7’) Ne pas porter de jugement sur l’autre et sa parole

« J’aimerais vous proposer, comme hypothèse, à considérer l’idée que la plus grande barrière qui s’oppose à la communication mutuelle interpersonnelle est notre tendance, toute naturelle, à juger, à évaluer, à approuver ou désapprouver les dires de l’autre personne ou de l’autre groupe [12] ». En effet, ce faisant, je ne suis plus ouvert à l’autre en son intégralité ; je le réduis en fonction de mes craintes, de mes désirs, de mes projections.

Cette absence de jugement, contrairement à ce qu’on pourrait croire, doit toucher autant les jugements positifs que les jugements négatifs : les deux sont aussi menaçant, « puisque dire à quelqu’un qu’il agit bien suppose que vous avez aussi le droit de lui dire qu’il agit mal [13] ».

8’) Être à l’écoute de l’autre et de la vérité

On sait combien notre présentation de la vérité peut écraser l’autre. Mais il n’est pas plus juste d’être à ce point à l’écoute de l’autre que la proposition de la vérité est constamment différée, ajournée, de sorte que la rencontre évacue cet horizon pourtant essentiel. D’où la question : comment conjuguer de façon juste la rencontre et la vérité, l’accueil de l’autre et le souci du vrai ?

Derrière ce qui semble être une opposition un peu trop dialectique entre vérité et personne, entre signifié et signifiant, Rogers donne une précieuse indication :

 

« Plus je crois en mes valeurs et moins je dois en faire un usage brutal, magique, péremptoire, rigide, obsessionnel. Plus, au contraire, elles doivent être ce qui jalonne ma vie et non pas ce qui arme mes arguments. Une valeur est une réalité plus profonde qu’une argumentation [14] ».

 

Bref, que la vérité devienne valeur. Systématisons. Souvent, on se pose la question de la réconciliation entre rencontre et vérité en termes seulement objectifs ; en fait, cette réconciliation doit d’abord s’opérer dans le sujet : il me faut d’abord intégrer l’amour de la vérité à donner dans l’amour de la personne. Plus je dissocie en moi ces deux aspects, plus je me transforme en professeur, en tribun ou en donneur de leçons. Inversement, moins mon cœur est séparé de ma tête et plus je réconcilie l’autre avec ces deux dimensions. Il demeure toutefois qu’il existe une hiérarchie implicitement soulignée par Rogers : l’attention doit toujours se porter en priorité vers la personne et seulement après sur l’information.

Pascal Ide

[1] Carl Rogers, Le développement de la personne, p. 204.

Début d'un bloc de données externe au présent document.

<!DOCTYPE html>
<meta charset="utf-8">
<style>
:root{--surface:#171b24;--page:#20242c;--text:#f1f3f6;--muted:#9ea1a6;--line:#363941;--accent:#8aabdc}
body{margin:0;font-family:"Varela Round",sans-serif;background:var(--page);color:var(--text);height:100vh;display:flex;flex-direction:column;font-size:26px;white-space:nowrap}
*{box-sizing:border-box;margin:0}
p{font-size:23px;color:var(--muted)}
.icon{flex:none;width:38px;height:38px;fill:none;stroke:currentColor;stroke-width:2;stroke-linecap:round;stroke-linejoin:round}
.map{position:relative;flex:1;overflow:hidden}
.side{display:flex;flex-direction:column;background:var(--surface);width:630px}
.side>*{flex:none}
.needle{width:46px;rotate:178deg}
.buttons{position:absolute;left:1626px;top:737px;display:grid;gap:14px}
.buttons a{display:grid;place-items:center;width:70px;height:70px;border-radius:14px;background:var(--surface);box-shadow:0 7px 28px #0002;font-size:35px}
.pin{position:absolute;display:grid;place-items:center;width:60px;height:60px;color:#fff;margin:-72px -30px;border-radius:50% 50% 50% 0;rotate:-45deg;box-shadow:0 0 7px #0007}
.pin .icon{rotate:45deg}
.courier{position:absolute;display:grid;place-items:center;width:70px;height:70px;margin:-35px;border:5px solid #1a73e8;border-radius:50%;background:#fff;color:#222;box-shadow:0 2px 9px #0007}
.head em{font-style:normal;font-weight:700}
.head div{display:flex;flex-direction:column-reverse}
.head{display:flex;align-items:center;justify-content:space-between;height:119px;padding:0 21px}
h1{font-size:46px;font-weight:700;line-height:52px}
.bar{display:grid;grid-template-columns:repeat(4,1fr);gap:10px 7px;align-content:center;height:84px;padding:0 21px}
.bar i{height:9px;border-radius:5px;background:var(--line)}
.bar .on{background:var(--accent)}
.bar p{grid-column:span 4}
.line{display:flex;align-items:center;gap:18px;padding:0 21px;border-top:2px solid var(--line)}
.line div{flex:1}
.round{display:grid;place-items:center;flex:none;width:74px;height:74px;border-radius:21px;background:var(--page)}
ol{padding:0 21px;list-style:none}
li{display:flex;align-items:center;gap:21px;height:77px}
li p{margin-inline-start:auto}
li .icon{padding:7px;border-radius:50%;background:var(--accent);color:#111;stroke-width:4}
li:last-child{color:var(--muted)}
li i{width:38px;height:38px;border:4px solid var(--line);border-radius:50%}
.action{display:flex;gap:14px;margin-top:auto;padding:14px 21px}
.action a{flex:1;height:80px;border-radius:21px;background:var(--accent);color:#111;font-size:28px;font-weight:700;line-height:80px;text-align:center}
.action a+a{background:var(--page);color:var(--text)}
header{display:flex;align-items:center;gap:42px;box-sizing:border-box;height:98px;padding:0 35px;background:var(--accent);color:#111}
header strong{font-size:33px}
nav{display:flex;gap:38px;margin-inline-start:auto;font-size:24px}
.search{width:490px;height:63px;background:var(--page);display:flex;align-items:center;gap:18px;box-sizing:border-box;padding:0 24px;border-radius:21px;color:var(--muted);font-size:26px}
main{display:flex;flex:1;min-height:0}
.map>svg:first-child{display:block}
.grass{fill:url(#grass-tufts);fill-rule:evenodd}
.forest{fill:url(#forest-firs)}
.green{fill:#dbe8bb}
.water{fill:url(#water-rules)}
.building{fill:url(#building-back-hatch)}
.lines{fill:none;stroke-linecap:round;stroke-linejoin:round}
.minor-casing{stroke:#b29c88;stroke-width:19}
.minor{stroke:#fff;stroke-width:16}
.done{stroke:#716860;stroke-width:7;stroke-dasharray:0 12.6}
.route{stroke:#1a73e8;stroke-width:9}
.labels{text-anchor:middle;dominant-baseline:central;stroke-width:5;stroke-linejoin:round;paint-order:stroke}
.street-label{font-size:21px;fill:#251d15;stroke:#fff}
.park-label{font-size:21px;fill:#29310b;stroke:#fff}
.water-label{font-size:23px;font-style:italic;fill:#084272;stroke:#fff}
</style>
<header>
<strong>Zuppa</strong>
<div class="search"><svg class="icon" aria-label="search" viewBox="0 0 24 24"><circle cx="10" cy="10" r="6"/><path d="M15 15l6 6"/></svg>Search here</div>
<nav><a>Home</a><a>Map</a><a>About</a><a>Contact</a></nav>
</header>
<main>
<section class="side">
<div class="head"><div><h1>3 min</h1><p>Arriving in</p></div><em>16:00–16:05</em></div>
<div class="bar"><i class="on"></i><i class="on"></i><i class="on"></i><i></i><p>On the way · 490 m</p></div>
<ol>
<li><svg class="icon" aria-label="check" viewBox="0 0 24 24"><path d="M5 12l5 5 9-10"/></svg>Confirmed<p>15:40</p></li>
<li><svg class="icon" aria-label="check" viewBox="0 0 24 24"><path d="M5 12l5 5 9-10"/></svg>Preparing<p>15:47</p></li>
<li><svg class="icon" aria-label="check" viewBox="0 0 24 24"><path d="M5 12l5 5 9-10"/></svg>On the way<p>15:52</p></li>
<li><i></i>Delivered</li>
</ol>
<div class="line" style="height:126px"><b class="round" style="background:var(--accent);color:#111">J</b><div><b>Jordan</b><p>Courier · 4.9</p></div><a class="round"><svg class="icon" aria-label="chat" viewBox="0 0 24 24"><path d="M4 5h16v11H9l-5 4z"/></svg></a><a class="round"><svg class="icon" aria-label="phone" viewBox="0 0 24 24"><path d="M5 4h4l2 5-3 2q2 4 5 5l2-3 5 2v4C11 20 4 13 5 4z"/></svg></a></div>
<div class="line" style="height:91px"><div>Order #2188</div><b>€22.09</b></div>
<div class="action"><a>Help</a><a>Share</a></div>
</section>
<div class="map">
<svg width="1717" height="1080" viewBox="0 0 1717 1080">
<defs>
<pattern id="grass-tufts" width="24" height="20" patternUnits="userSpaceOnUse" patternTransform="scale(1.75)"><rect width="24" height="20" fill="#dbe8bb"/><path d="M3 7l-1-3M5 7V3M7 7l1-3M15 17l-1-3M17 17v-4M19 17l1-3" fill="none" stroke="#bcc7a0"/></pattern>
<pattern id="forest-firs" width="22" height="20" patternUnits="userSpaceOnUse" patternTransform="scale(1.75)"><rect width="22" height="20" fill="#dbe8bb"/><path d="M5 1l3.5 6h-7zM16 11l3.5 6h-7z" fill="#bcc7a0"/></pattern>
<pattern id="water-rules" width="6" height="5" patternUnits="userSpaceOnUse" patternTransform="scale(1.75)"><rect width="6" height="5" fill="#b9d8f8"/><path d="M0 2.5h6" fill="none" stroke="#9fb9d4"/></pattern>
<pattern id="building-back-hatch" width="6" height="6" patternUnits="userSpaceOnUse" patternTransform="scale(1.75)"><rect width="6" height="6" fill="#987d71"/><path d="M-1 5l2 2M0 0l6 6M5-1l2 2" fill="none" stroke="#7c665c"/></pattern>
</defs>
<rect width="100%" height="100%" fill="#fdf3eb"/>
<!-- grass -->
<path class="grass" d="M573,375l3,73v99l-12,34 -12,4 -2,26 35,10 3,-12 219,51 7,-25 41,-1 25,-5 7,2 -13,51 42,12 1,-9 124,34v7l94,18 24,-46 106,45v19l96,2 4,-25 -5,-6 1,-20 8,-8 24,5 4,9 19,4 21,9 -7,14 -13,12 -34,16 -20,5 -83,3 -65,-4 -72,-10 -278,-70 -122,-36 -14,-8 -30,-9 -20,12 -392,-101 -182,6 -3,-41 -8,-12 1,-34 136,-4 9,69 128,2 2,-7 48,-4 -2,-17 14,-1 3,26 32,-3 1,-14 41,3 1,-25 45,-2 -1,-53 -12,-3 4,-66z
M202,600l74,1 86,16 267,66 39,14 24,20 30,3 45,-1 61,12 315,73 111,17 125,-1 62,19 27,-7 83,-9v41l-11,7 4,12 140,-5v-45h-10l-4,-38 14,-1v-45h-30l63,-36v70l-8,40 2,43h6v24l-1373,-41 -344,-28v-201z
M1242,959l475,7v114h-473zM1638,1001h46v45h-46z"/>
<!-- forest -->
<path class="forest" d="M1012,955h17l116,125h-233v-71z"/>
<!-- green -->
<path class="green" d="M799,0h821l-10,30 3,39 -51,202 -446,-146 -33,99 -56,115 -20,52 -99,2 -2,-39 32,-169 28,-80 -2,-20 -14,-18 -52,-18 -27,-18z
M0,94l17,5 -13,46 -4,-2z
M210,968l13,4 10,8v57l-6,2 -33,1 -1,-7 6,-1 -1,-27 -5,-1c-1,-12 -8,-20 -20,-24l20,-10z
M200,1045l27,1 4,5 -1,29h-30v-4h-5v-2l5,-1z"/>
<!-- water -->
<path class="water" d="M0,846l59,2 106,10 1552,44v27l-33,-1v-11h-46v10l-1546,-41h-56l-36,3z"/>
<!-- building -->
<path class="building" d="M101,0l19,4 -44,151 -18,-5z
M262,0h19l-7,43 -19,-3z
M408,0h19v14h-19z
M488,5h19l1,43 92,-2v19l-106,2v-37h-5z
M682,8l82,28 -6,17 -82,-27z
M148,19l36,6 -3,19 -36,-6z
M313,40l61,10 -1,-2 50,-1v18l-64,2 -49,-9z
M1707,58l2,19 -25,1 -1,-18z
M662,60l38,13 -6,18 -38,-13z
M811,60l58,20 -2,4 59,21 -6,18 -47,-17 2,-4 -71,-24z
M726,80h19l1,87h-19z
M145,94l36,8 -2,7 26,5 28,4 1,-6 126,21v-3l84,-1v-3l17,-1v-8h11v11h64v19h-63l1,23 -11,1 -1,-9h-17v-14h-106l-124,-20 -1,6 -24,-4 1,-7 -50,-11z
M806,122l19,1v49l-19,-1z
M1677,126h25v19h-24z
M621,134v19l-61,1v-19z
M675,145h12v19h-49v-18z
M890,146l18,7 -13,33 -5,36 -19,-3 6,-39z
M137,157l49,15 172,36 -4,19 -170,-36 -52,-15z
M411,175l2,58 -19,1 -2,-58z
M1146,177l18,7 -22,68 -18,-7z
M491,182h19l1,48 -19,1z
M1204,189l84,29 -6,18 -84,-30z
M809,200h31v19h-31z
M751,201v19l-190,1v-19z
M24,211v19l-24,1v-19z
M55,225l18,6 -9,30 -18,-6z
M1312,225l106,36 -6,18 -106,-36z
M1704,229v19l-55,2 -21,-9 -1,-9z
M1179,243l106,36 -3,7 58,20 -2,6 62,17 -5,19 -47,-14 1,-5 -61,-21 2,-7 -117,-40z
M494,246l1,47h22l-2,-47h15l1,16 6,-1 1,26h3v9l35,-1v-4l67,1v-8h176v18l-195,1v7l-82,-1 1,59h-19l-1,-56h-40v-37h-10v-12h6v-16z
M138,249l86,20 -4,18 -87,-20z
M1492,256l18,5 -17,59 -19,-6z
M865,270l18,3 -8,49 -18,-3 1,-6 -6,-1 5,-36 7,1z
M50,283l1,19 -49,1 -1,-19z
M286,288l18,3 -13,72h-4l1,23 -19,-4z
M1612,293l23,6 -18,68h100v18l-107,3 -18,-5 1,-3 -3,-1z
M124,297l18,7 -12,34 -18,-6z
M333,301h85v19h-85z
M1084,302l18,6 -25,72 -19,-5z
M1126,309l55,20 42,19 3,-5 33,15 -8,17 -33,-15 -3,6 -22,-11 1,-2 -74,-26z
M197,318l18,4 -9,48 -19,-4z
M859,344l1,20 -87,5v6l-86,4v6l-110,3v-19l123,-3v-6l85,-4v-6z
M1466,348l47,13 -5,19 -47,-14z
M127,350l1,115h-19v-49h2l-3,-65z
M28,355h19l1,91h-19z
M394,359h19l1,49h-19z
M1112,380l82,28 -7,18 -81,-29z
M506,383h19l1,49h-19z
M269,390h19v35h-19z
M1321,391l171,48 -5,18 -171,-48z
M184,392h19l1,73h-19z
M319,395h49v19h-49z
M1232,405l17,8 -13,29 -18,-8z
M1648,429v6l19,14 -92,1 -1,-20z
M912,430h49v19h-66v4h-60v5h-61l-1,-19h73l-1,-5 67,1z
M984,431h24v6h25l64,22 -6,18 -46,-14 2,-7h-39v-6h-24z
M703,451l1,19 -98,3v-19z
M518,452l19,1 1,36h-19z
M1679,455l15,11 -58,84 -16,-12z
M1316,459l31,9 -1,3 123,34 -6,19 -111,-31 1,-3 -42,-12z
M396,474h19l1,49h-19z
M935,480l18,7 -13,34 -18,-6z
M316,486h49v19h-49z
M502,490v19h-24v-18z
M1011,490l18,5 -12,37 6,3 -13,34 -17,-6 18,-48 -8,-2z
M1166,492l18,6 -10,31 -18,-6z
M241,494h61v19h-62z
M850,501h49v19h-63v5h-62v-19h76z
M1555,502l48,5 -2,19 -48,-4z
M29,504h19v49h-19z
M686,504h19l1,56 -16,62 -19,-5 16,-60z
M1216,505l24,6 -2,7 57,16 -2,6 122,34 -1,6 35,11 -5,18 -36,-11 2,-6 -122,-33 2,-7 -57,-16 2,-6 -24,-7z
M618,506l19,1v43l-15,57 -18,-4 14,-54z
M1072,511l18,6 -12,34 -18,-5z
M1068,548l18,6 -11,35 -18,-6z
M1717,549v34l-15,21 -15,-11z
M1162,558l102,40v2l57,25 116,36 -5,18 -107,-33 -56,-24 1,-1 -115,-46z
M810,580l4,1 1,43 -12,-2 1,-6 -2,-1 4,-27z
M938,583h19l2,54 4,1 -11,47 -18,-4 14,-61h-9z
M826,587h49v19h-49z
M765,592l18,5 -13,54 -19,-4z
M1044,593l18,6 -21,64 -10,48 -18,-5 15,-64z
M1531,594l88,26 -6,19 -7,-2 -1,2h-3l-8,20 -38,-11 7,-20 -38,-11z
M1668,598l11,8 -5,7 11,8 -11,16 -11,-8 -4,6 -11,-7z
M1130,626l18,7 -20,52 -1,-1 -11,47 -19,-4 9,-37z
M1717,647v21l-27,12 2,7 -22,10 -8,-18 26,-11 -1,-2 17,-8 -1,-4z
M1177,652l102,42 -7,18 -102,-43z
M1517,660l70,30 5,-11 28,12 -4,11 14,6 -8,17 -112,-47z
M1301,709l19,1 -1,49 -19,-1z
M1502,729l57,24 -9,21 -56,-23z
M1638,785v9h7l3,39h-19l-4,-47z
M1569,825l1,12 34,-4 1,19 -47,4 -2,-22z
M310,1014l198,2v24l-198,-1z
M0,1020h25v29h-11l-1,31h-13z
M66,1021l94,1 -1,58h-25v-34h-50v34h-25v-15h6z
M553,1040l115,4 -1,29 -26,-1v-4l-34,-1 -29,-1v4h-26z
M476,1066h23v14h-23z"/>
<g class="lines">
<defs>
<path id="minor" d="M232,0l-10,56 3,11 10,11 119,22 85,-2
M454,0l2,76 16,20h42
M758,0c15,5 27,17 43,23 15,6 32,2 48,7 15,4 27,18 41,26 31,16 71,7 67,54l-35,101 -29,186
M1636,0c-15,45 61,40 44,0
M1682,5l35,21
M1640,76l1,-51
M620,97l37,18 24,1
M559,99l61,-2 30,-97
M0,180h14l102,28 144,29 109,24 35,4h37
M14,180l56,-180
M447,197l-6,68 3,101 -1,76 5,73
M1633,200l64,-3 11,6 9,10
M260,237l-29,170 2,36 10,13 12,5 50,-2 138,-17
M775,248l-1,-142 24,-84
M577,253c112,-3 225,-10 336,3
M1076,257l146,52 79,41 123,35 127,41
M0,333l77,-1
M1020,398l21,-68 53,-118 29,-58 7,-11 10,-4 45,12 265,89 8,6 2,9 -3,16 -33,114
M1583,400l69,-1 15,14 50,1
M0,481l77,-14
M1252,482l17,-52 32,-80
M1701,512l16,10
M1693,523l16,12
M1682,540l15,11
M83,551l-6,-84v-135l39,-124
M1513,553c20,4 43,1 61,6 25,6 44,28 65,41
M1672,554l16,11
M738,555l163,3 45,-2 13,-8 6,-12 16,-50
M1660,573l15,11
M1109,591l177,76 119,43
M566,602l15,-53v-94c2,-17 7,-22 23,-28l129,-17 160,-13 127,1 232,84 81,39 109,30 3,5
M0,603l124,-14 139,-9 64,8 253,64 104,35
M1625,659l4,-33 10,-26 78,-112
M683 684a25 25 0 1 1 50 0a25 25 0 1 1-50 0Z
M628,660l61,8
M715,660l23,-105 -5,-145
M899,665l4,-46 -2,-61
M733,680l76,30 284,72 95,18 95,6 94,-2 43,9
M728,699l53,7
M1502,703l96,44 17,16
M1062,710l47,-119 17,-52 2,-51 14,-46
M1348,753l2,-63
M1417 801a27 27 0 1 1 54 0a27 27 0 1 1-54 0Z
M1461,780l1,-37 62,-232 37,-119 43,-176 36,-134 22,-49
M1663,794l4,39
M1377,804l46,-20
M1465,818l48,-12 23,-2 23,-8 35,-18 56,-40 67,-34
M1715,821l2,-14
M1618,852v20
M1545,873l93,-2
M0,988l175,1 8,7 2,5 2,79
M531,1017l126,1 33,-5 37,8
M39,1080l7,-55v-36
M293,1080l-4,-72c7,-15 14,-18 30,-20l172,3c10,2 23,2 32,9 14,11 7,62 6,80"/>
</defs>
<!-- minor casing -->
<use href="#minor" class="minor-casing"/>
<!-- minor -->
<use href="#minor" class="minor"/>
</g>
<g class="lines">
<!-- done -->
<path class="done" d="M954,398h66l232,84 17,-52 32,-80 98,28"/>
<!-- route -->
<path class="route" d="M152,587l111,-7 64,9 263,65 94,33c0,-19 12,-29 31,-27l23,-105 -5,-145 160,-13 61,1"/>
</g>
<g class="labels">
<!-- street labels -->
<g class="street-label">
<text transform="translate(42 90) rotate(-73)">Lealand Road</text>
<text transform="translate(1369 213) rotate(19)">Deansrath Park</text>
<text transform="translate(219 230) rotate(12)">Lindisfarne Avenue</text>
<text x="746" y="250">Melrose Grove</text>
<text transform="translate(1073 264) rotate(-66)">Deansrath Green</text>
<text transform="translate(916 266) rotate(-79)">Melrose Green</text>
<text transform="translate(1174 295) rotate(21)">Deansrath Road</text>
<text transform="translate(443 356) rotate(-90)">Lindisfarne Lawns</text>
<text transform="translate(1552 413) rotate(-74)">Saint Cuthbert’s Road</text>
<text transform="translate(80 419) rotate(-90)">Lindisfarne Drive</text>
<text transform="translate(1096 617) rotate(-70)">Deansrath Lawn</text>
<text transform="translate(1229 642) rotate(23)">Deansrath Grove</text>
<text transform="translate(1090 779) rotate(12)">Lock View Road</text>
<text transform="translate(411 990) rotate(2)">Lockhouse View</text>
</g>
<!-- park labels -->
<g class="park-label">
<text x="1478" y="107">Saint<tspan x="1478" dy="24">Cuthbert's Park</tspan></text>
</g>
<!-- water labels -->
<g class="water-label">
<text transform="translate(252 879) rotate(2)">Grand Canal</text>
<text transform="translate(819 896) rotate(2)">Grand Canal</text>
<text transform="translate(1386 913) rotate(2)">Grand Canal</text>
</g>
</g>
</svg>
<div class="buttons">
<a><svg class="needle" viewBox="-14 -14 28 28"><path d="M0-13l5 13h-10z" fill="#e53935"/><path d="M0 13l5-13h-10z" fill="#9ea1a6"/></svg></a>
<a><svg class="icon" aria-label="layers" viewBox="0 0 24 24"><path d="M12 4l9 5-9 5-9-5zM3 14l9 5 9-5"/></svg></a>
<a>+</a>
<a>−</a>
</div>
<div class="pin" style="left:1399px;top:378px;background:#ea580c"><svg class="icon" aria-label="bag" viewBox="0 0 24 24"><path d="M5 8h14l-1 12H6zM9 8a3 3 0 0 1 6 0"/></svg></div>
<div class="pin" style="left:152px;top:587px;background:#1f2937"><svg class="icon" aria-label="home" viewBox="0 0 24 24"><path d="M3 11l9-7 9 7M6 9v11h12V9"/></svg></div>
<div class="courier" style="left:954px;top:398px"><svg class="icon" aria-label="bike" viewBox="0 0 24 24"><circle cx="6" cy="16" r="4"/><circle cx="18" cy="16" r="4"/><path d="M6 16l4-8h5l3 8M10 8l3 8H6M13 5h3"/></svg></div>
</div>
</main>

[2] Carl Rogers, Liberté pour apprendre, p. 234.

[3] André de Peretti, Pensée et vérité de Carl Rogers, p. 50.

[4] Ibid., p. 50.

[5] Ibid., p. 17.

[6] Carl Rogers, Les groupes de rencontre, p. 41.

[7] André de Peretti, Pensée et vérité de Carl Rogers, p. 190.

[8] Carl Rogers, Les groupes de rencontre, p. 47.

[9] André de Peretti, Pensée et vérité de Carl Rogers, p. 190 ?

[10] Ibid., p. 19.

[11] Cité par Carl Rogers, Le développement de la personne, p. 131.

[12] Carl Rogers, Liberté pour apprendre, p. 230.

[13] Ibid., p. 42.

[14] André de Peretti, Pensée et vérité de Carl Rogers, p. 186.